Last updated: Mon 7 Aug 2023, 5:08 PM

Hilfiger’s colourful kickoff

Luckily, it was an indoor football game.

On a frigid day in Manhattan, guests at Tommy Hilfiger’s splashy runway show arrived on Monday to find the cavernous Park Avenue Armory transformed into a football field. Sure, the turf was artificial, but that was a small price to pay for not being outside. Yardage was marked out, with each end zone bearing a huge “HILFIGER.” Naturally, the prime seats were at the 50-yard line.

After a huge monitor hanging over the runway — er, field — counted down the final 30 seconds to kickoff, models began streaming out of an entry marked “Locker Room.” Their attire was a whimsical riff on football wear, down to the lace-up platform ankle boots that resembled football cleats.

In a collection aimed at channelling what the label called “an American Love Story inspired by Ali MacGraw,” the colours of burgundy and navy gave the collection a vintage college football feel.
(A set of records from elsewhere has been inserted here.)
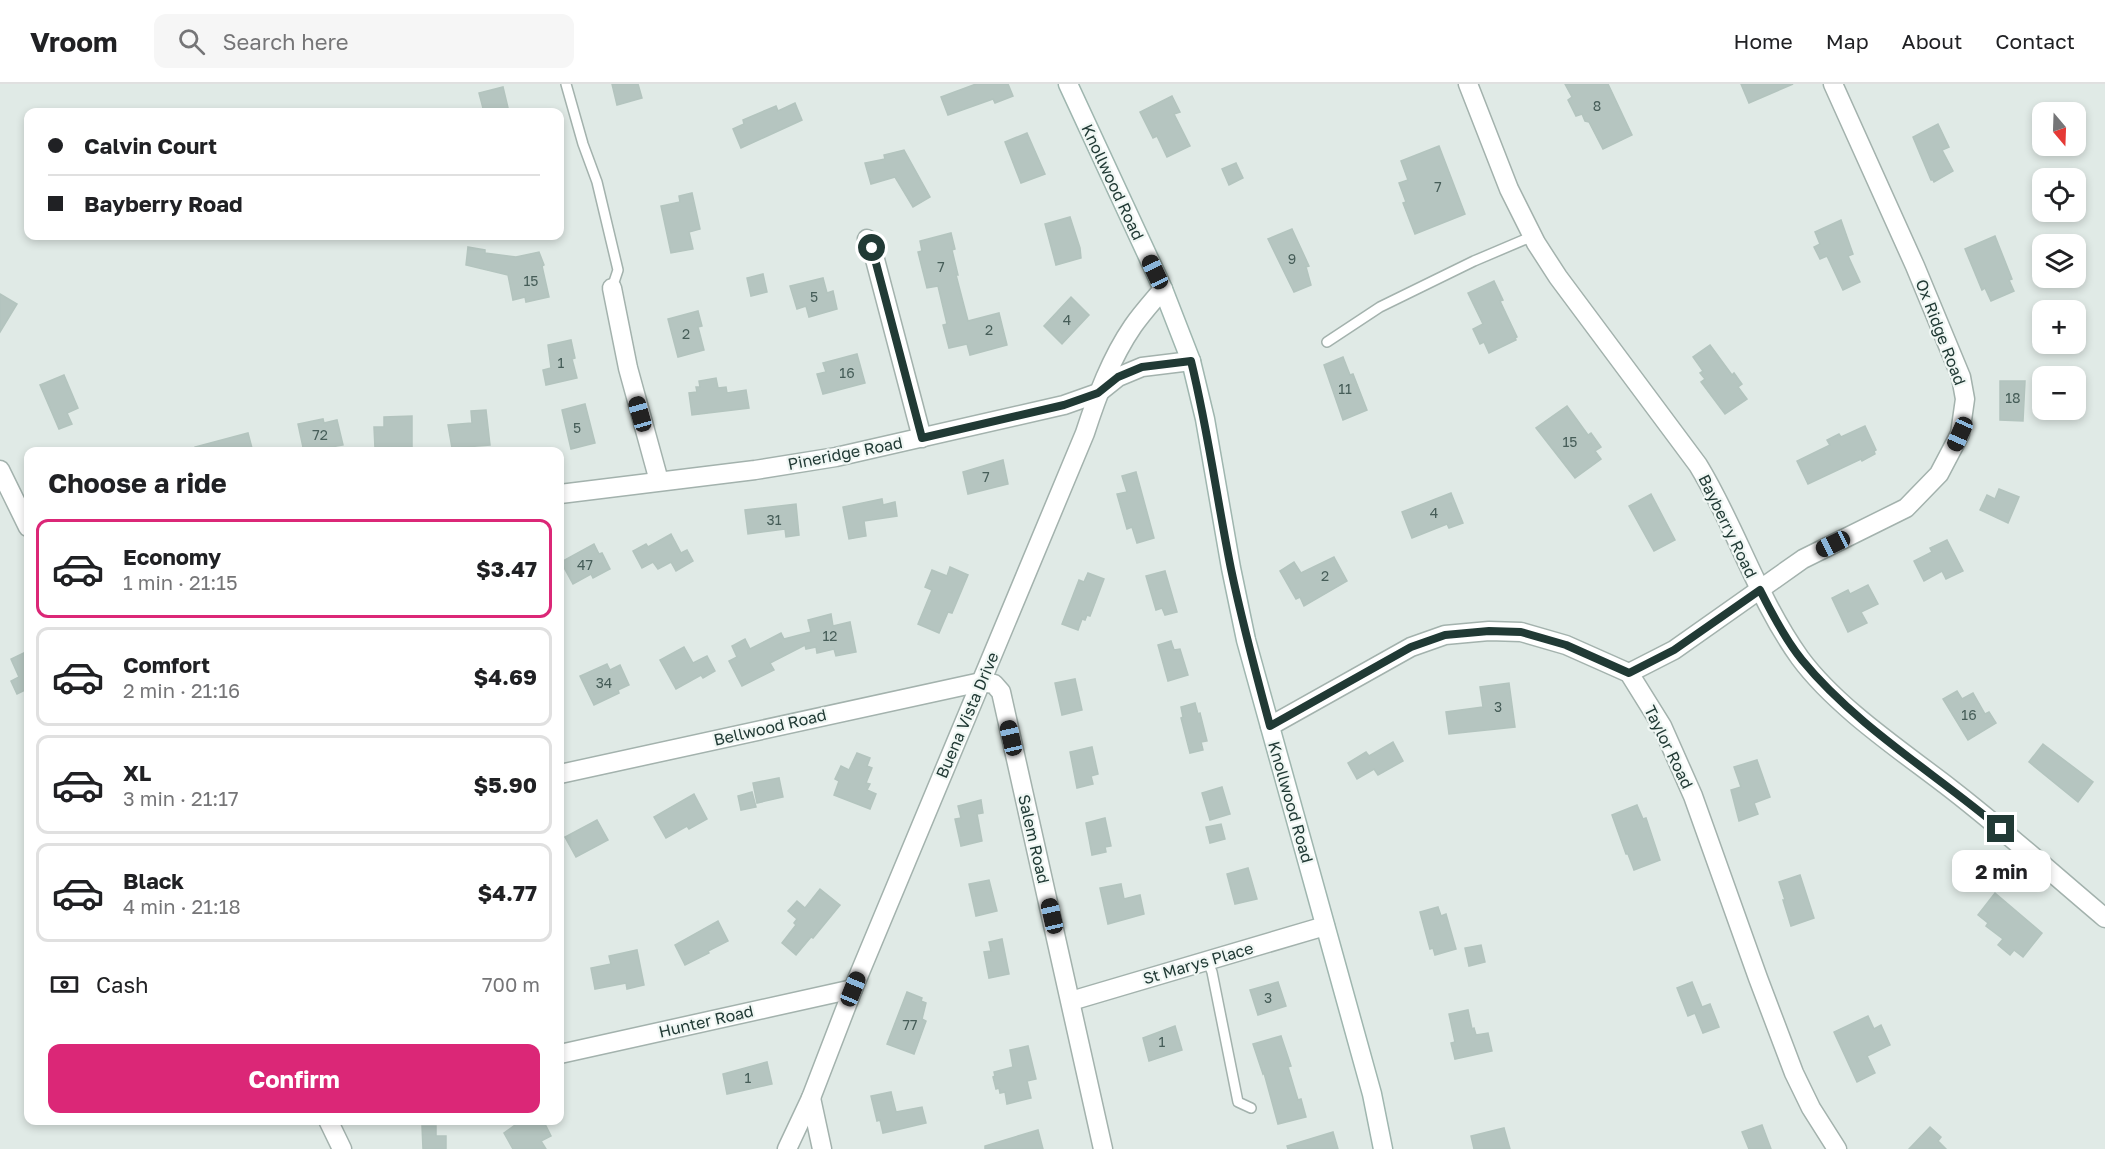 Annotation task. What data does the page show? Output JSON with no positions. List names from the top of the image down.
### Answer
{
  "streets": {
    "street": [
      "Knollwood Road",
      "Ox Ridge Road",
      "Pineridge Road",
      "Bayberry Road",
      "Buena Vista Drive",
      "Bellwood Road",
      "Taylor Road",
      "Salem Road",
      "St Marys Place",
      "Hunter Road"
    ]
  },
  "crossings": [
    ["Knollwood Road", "Pineridge Road"],
    ["Knollwood Road", "Buena Vista Drive"],
    ["Knollwood Road", "St Marys Place"],
    ["Ox Ridge Road", "Bayberry Road"],
    ["Ox Ridge Road", "Taylor Road"],
    ["Pineridge Road", "Buena Vista Drive"],
    ["Buena Vista Drive", "Bellwood Road"],
    ["Buena Vista Drive", "Salem Road"],
    ["Buena Vista Drive", "Hunter Road"],
    ["Bellwood Road", "Salem Road"],
    ["Salem Road", "St Marys Place"]
  ],
  "house_numbers": [
    "8",
    "7",
    "9",
    "7",
    "15",
    "5",
    "4",
    "2",
    "2",
    "1",
    "16",
    "11",
    "18",
    "5",
    "72",
    "15",
    "7",
    "4",
    "31",
    "47",
    "2",
    "12",
    "34",
    "3",
    "16",
    "3",
    "77",
    "1",
    "1"
  ],
  "north": "bottom",
  "page": {
    "header": "Vroom",
    "search": "Search here",
    "nav": [
      "Home",
      "Map",
      "About",
      "Contact"
    ],
    "map_buttons": ["+", "−"],
    "banner": ["Calvin Court", "Bayberry Road"],
    "heading": "Choose a ride",
    "list": [
      {
        "name": "Economy",
        "note": "1 min · 21:15",
        "value": "$3.47"
      },
      {
        "name": "Comfort",
        "note": "2 min · 21:16",
        "value": "$4.69"
      },
      {
        "name": "XL",
        "note": "3 min · 21:17",
        "value": "$5.90"
      },
      {
        "name": "Black",
        "note": "4 min · 21:18",
        "value": "$4.77"
      }
    ],
    "bubble": "2 min",
    "pay": ["Cash", "700 m"],
    "buttons": "Confirm"
  }
} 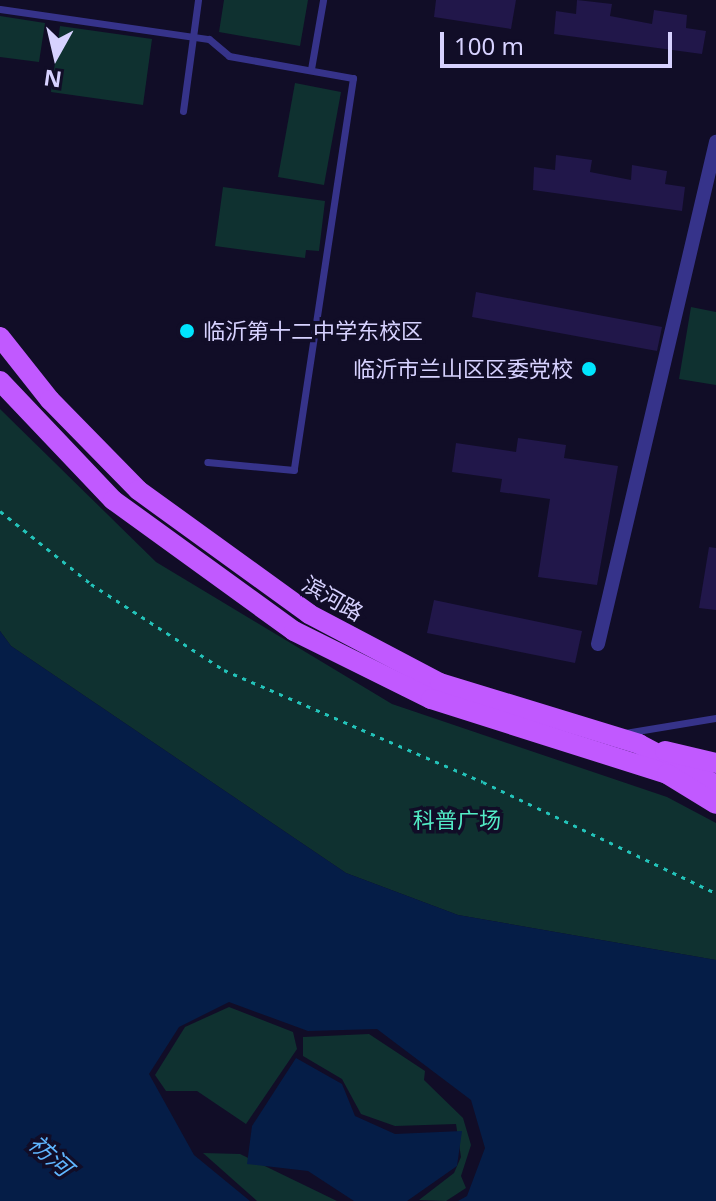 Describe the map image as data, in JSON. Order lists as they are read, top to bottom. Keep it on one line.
{"streets":{"main road":["滨河路"]},"water":["祊河"],"parks":["科普广场"],"places":["临沂第十二中学东校区","临沂市兰山区区委党校"],"scale_bar":"100 m","north":"bottom"} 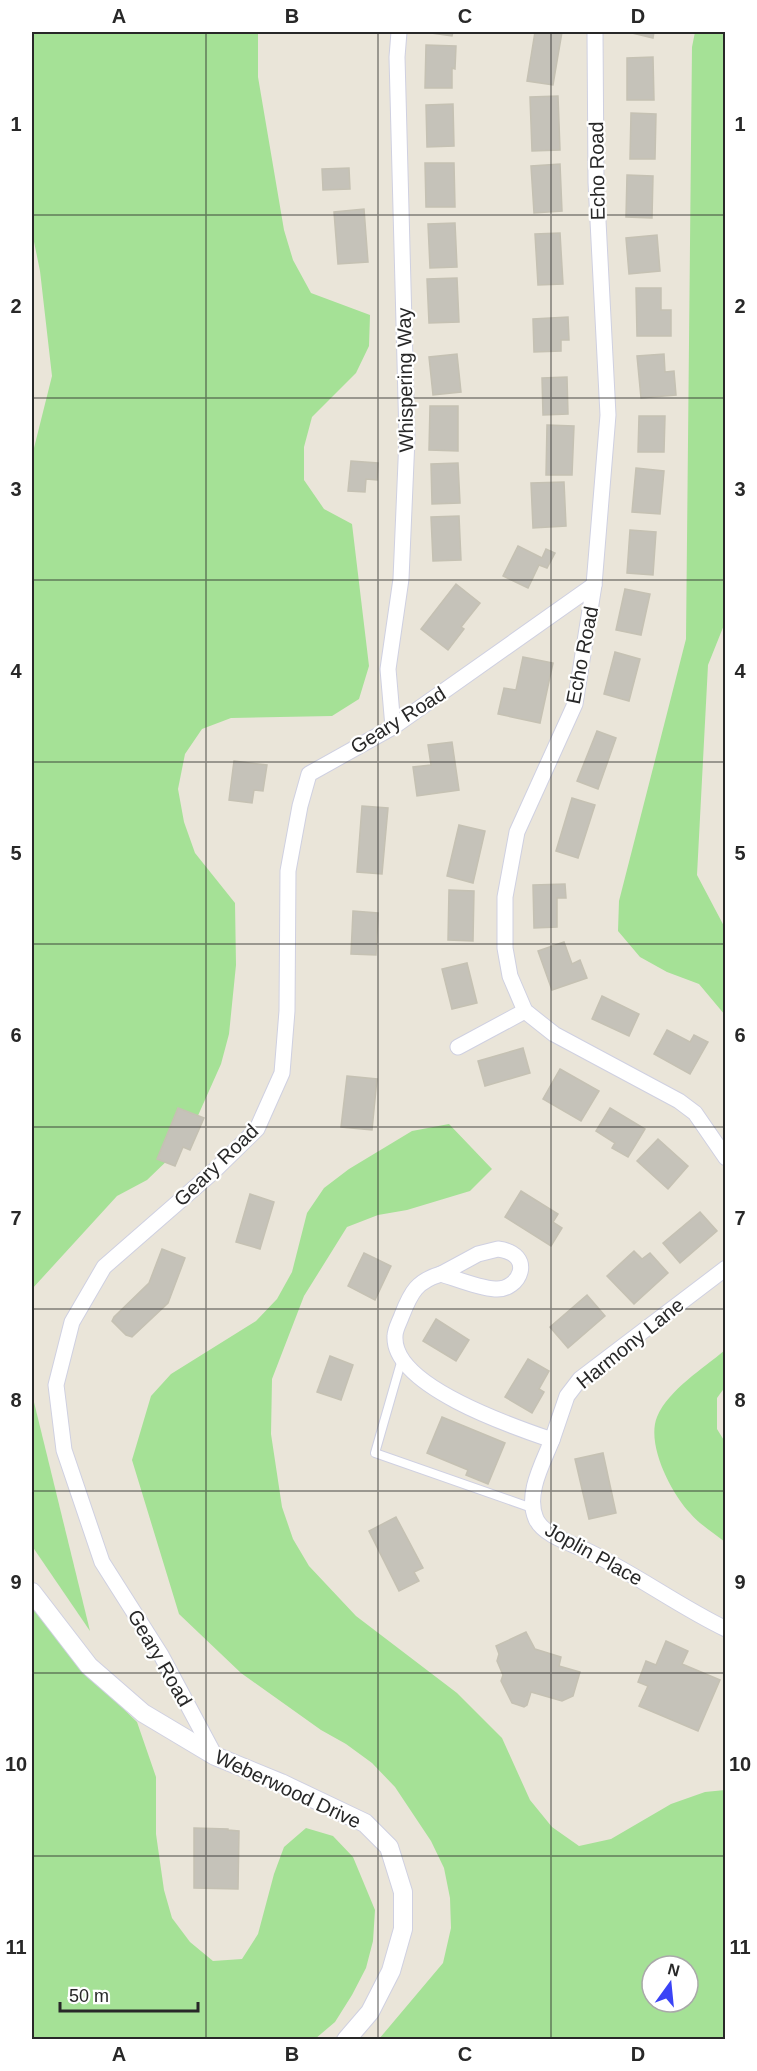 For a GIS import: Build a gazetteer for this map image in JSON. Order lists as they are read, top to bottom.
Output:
{
  "streets": {
    "street": [
      "Echo Road",
      "Whispering Way",
      "Geary Road",
      "Harmony Lane",
      "Joplin Place",
      "Weberwood Drive"
    ]
  },
  "crossings": [
    ["Echo Road", "Geary Road"],
    ["Whispering Way", "Geary Road"],
    ["Geary Road", "Weberwood Drive"],
    ["Harmony Lane", "Joplin Place"]
  ],
  "scale_bar": "50 m",
  "north": "top",
  "grid": {
    "columns": [
      "A",
      "B",
      "C",
      "D"
    ],
    "rows": [
      "1",
      "2",
      "3",
      "4",
      "5",
      "6",
      "7",
      "8",
      "9",
      "10",
      "11"
    ]
  }
}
There were capes, duffel coats, and colourful sweatshirts bearing the number 30 — to mark 30 years of the Hilfiger brand.

There were fluffy, furry football jackets. There were varsity-type sweaters and bags with football appliques. Huge furry hats, appropriate for the day’s weather, accompanied many of the outfits. And there were skirts and dresses galore, pleated like cheerleader skirts — in casual fabrics or, for dressier occasions, in chiffon or velvet.

Hilfiger, ever the showman, came out at the end carrying his own football helmet, jogging along the field and waving to the crowd, which included singer Rita Ora.

Donna Karan shows New York at night

Karan’s New York City never ceases to inspire. For fall, she interpreted the towering architecture into sculpted origami designs and offered sparkly gold lame worthy of a really great party.

In metallic brocades and gun metal silk, Karan’s signature line did the glamour of the city’s skyline justice with geometric planes of fabric that flowed loosely on dresses and coats. Touches of organza danced down the runway against her backdrop of the city at night.

Gold glam not your thing? The collection was punctuated by tuxedo detailing on several tops and trousers. How does she keep the New York City story fresh season after season?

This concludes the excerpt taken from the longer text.